Schemes like this are nice, but don't forget who pays for hosting, serving and promoting the content.
Schemes like this are nice, but don't forget who pays for hosting, serving and promoting the content.
Still my understanding is that Patreon doesn't automatically allow people to view YT videos ad free. Sure people get donations and the amount of donations drive the number of videos etc but they don't go into YT's territory.
Patreon censors conservatives off their platform. [Context if you don't know what I'm talking about -- https://www.youtube.com/watch?v=ofpbDgCj9rw]
To some non-trivial minority of content creators that is reason enough to not use it. As someone who makes youtube vids and is thinking about scaling a brand, I want nothing to do with a tech platform that believes it should be the sole arbiter of who can and cannot solicit p2p donations/payments for their videos. I want a politically-neutral technology / payment mechanism.
Brave seems to be more ideologically aligned with myself, so I would rather go that route. Even though the current iteration has quite a few centralized stop-gates, I think it's feasible that Brave and the BAT system could ultimately provide a way for me to monetize my video content directly from users with BAT tokens and not have to deal with Jack Conte's moral grandstanding as a single point of failure for my revenue streams.
Ideally in that scenario, competition would push creators and viewers onto some other platform.
Not sure how realistic that is, given the network effects involved with YouTube.
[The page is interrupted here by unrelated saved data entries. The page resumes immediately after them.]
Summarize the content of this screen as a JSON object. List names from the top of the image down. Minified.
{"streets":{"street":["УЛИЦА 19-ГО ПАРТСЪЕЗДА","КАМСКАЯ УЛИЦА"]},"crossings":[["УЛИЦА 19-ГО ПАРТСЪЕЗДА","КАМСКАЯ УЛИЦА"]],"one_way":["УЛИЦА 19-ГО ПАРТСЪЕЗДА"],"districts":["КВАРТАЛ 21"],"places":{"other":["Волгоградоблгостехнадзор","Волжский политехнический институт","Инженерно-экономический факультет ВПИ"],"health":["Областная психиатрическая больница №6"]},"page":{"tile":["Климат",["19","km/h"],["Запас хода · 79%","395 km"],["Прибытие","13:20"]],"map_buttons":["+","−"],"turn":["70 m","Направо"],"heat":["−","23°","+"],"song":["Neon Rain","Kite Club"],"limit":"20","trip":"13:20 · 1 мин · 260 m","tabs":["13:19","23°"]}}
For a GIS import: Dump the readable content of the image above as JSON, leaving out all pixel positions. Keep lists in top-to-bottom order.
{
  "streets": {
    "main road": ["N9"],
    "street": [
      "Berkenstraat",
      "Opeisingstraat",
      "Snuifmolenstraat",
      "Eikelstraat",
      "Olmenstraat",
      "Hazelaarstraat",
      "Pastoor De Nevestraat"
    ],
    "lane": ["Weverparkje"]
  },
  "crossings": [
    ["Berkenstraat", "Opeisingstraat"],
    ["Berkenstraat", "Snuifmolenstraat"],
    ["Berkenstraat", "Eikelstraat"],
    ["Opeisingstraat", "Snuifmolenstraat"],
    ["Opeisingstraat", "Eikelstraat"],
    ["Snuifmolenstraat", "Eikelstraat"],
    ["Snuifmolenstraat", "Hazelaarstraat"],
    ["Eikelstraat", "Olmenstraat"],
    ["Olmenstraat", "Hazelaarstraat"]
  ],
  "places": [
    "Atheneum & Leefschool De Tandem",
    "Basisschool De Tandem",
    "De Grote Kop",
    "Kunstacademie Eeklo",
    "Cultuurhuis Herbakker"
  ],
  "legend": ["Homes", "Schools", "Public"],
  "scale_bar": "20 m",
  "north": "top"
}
Imagine this for a moment: the Brave browser ships with a VR headset that automatically descends upon the user's eyes and ears for the duration of an ad, shielding them from their own screen (and thus the Youtube ad playing on it) and playing a different ad (or no ad) instead.
Does the same liability still apply?
I think that Brave lawyers will have an easy time convincing a jury that a merely drawing the user's attention to a different piece of content is not tantamount to damages to some website that happens to be among those open in their browser at the time.